The falters and failures in broadband stimulus--Louisiana's loss of its $80.5 million funding last year being the biggest example thus far--are disheartening. Some are unresolved: in the past month, several local administrations in the north central Florida area, including Bradford County, the city of Perry, and Taylor County voted to drop out of the North Florida Broadband Authority. That organization's $30 million grant was reinstated in March, after addressing allegations of waste and conflicts of interest, and while the NFBA says the local governments' participation isn't integral to the project, their resignation is a clear signal of displeasure at how the middle mile network build is being managed.

Still, efforts to build truly high speed, future-proof networks are moving forward, through both nonprofit organizations as well as private companies that are staking their future profitability on network builds--not just fiber, but hybrid networks featuring coax and fiber, like those being built by MSOs like Comcast. Upgrading the capacity of copper has enabled Ethernet over Copper services to remain viable and will extend the service life of the existing copper network.

What broadband projects are seeing success? Here are three worth noting:

  • Chattanooga's EPB Fiber, a 1 Gbps fiber network serving residents, businesses and local government, is operating at a profit, chalking up $57.3 million in revenue last year.
  • Vermont Telephone is in the process of building out a hybrid wireline/wireless network that will bring 1 Gbps speeds and 4G/LTE services to 15,000 customers in the southern part of the state this year. That's in addition to its ongoing 100G deployment.
  • OneCommunity is operating a 1,400 route mile open access network in Ohio that serves public buildings and leases capacity to private providers like Tier 2 carriers--a concept that has kept the nonprofit's network infrastructure growing.

While both phases of the federal government's broadband stimulus awards have passed, more funding looks to be on the way through different paths. The FCC, for example, last week announced a $300 million funding phase as part of its new Connect America Fund, which aims to connect all Americans to broadband by 2020.

Over the next year, it will be interesting to watch the direction broadband takes in the United States.
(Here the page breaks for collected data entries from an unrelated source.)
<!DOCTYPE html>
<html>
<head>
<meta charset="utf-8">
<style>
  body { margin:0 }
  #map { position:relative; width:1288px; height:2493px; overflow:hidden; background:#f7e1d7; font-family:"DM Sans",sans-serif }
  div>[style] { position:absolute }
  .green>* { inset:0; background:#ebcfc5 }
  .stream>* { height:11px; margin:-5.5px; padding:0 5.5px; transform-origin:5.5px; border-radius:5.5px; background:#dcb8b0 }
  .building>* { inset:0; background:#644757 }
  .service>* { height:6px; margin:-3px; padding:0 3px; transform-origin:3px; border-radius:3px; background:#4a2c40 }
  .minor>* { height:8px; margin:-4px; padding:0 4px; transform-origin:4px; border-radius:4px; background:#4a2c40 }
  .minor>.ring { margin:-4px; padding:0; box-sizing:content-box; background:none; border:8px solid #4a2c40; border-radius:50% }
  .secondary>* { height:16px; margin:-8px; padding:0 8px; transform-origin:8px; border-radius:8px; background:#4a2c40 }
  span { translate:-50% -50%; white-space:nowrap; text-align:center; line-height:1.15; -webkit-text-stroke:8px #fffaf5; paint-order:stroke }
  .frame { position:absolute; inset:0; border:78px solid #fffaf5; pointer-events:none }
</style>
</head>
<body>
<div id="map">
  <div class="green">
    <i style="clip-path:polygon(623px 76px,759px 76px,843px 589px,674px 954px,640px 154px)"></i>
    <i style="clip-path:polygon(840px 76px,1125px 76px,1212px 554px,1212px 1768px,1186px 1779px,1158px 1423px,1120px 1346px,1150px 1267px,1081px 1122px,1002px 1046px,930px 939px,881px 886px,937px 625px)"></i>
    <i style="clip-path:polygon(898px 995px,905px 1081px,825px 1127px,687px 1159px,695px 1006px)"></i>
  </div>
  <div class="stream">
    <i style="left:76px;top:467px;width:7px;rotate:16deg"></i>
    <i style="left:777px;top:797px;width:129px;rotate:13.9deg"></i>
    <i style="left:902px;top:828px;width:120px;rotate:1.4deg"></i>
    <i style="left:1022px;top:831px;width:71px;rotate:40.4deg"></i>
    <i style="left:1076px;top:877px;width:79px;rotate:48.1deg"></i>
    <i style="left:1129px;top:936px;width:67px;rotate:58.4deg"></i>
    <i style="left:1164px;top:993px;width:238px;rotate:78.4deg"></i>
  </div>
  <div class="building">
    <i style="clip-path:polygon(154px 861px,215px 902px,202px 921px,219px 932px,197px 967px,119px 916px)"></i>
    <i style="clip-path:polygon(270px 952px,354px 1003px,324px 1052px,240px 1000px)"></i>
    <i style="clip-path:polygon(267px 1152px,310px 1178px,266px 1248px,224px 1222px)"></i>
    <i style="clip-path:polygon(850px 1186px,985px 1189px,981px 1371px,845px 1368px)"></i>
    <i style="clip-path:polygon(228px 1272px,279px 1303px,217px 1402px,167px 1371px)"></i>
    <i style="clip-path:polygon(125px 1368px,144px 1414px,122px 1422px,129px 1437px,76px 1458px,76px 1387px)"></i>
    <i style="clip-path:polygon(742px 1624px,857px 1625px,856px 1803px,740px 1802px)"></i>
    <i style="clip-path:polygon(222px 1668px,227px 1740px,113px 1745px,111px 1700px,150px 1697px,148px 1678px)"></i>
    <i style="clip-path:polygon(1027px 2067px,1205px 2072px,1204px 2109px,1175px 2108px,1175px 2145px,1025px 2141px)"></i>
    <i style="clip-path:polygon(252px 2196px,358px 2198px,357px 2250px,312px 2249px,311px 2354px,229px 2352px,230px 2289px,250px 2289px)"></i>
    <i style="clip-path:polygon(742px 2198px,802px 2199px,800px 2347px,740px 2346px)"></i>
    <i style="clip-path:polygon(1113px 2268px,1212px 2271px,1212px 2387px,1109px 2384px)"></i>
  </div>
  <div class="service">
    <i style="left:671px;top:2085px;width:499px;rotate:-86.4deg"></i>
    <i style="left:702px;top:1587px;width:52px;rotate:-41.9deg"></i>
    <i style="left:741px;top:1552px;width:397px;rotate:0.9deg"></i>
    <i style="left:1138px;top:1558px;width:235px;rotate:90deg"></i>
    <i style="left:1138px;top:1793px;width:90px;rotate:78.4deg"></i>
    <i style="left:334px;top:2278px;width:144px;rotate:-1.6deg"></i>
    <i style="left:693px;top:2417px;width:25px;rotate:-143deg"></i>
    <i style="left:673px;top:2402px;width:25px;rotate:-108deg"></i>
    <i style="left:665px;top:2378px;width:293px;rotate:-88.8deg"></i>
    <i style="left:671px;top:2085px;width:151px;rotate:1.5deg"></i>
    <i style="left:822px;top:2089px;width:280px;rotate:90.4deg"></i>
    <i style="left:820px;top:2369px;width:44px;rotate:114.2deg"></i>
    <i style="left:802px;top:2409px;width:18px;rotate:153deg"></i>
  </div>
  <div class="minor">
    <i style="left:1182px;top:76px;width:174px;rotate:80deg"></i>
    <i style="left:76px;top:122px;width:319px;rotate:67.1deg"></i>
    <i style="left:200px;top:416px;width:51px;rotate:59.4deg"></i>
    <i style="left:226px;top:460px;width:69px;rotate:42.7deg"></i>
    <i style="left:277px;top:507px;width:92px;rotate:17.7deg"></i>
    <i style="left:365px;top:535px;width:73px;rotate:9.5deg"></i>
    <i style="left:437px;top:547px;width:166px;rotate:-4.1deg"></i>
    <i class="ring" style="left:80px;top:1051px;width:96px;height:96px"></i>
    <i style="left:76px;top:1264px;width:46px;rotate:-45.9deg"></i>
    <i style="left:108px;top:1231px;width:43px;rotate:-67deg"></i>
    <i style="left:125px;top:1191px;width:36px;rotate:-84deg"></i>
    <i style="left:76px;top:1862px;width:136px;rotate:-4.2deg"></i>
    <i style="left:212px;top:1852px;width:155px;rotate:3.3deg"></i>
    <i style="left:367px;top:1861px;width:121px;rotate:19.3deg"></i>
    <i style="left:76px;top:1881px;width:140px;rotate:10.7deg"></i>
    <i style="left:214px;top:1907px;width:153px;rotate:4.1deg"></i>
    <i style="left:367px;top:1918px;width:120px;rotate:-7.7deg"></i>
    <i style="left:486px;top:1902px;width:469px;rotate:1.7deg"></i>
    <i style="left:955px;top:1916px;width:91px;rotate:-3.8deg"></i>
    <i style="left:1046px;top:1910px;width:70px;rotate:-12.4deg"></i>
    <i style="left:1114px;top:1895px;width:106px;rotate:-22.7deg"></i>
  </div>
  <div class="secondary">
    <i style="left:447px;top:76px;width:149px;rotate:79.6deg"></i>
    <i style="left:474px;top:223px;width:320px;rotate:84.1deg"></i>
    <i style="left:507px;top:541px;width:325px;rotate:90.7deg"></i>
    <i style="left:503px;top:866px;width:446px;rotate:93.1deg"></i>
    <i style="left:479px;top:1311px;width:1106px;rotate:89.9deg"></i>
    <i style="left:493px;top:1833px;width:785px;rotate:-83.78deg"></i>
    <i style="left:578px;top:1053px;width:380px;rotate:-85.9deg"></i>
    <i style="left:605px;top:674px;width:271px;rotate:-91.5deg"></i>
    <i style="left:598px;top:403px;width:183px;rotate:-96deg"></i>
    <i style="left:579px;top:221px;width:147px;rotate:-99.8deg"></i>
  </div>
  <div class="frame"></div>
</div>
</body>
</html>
With fiber networks still an expensive proposition--Verizon halted its FiOS builds last year, for example--and demand for higher speeds on 3G and 4G devices growing, providers are looking at different network configurations. ACG Research analyst Michael Kennedy predicts that a two-tier broadband market will develop, with wireline operators slowly moving to FTTP service and wireless broadband becoming a dominant part of the market.